Dickeya grows slowly or not at all at seed storage temperatures, so if the crop looks good going into storage, it will likely not decay in storage due to Dickeya, but the bacteria will likely cause disease and spread the next year if infected potatoes are planted.
Testing for Dickeya and Pectobacterium is available using new standard polymerase chain reaction (PCR) assays. Our UW Plant Disease Diagnostic Clinic can provide these tests.
Grower Checklist for Managing Pectobacterium & Dickeya
- Plant certified, disease-free tubers, into well-drained soil with temperature under 10°C.
- Plant whole seed tubers if possible. Suberize cut seed before planting.
- Plant seed tubers during conditions that favor fast emergence.
- Clean and disinfest tools and equipment used for cutting and planting seed.
- Avoid wounding during seed cutting, planting and harvest.
- Fungicidal seed treatment of potatoes to prevent seed piece decay can indirectly prevent seed contamination, especially during the cutting operation.
- Utilize crop rotation of two or more years with a non-host crop.
- Avoid over-irrigation.
- Avoid excessive fertilization, which may impact plant and tuber maturity.

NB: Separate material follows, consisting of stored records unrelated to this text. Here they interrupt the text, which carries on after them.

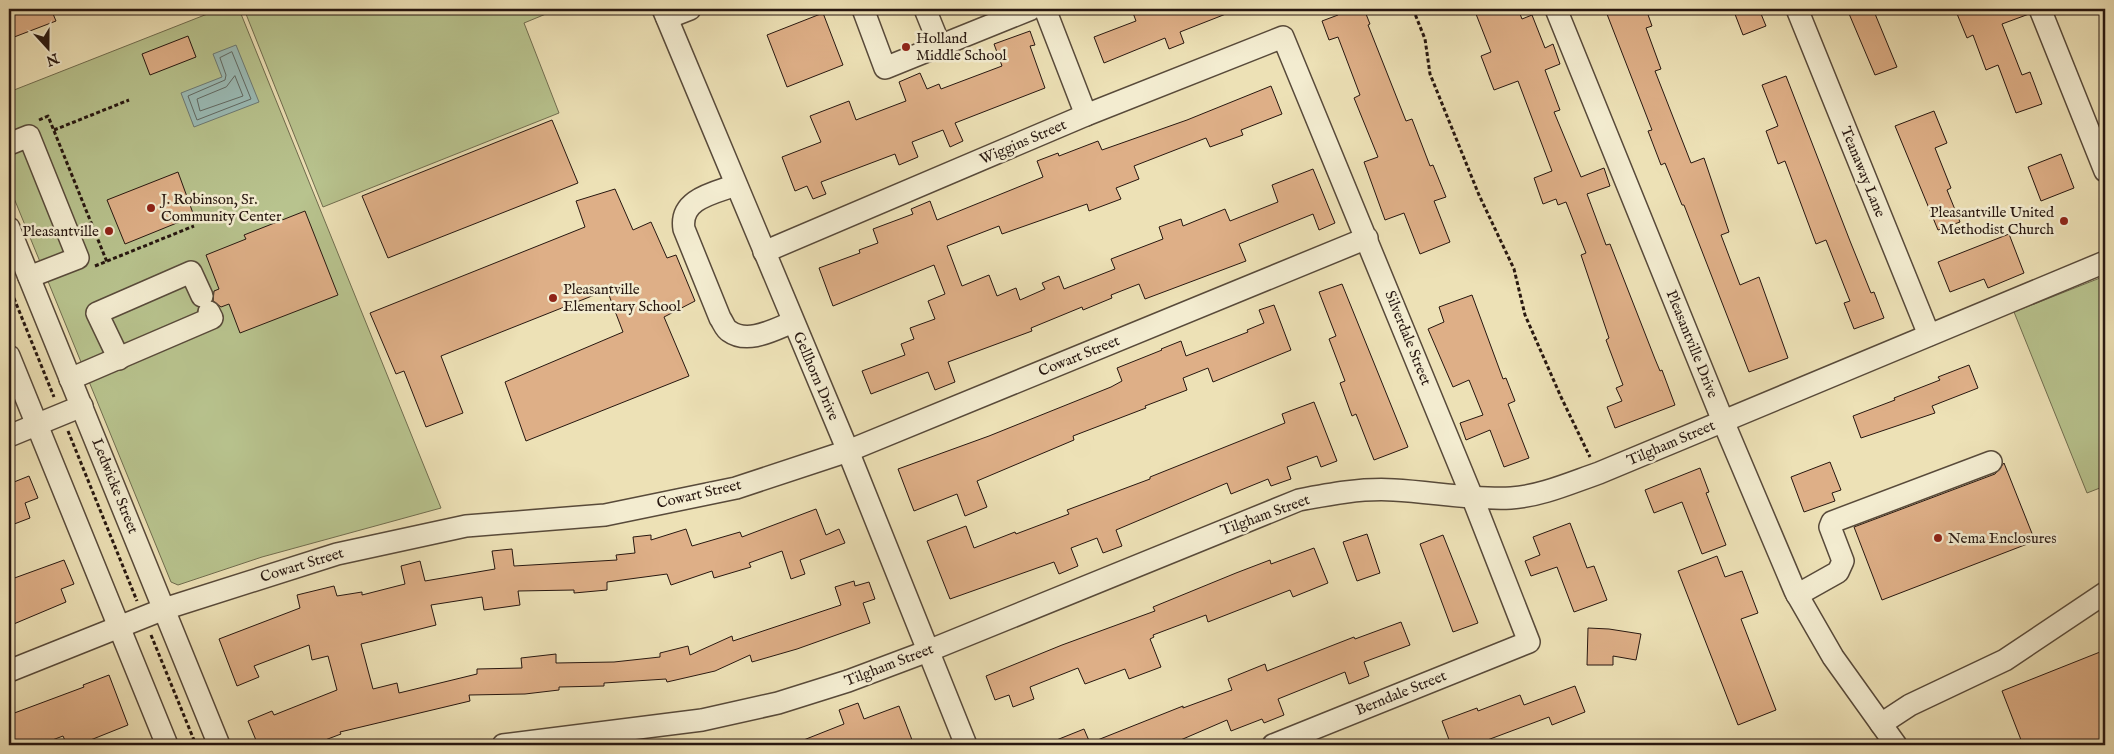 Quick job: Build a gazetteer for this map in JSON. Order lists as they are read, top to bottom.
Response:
{
  "streets": {
    "street": [
      "Wiggins Street",
      "Teanaway Lane",
      "Silverdale Street",
      "Pleasantville Drive",
      "Cowart Street",
      "Gellhorn Drive",
      "Tilgham Street",
      "Ledwicke Street",
      "Berndale Street"
    ]
  },
  "crossings": [
    ["Wiggins Street", "Silverdale Street"],
    ["Wiggins Street", "Gellhorn Drive"],
    ["Teanaway Lane", "Tilgham Street"],
    ["Silverdale Street", "Cowart Street"],
    ["Silverdale Street", "Tilgham Street"],
    ["Silverdale Street", "Berndale Street"],
    ["Pleasantville Drive", "Tilgham Street"],
    ["Cowart Street", "Gellhorn Drive"],
    ["Cowart Street", "Ledwicke Street"],
    ["Gellhorn Drive", "Tilgham Street"]
  ],
  "places": [
    "Holland Middle School",
    "J. Robinson, Sr. Community Center",
    "Pleasantville United Methodist Church",
    "Pleasantville",
    "Pleasantville Elementary School",
    "Nema Enclosures"
  ],
  "north": "bottom"
}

- Consider copper fungicides, which are partially effective against disease and dry out existing lesions.
- Delay harvest until skin set is complete (up to 21 days after top-kill).
- Avoid wet conditions during harvest to prevent soil from sticking to tuber skins.
- Store contaminated potato lots separately.
- Provide adequate ventilation in storage.
- Check storages regularly for temperature increase and odors. If problems are detected, hot-spot fans can be used to cool the pile.
- Dry potatoes before storage or shipping.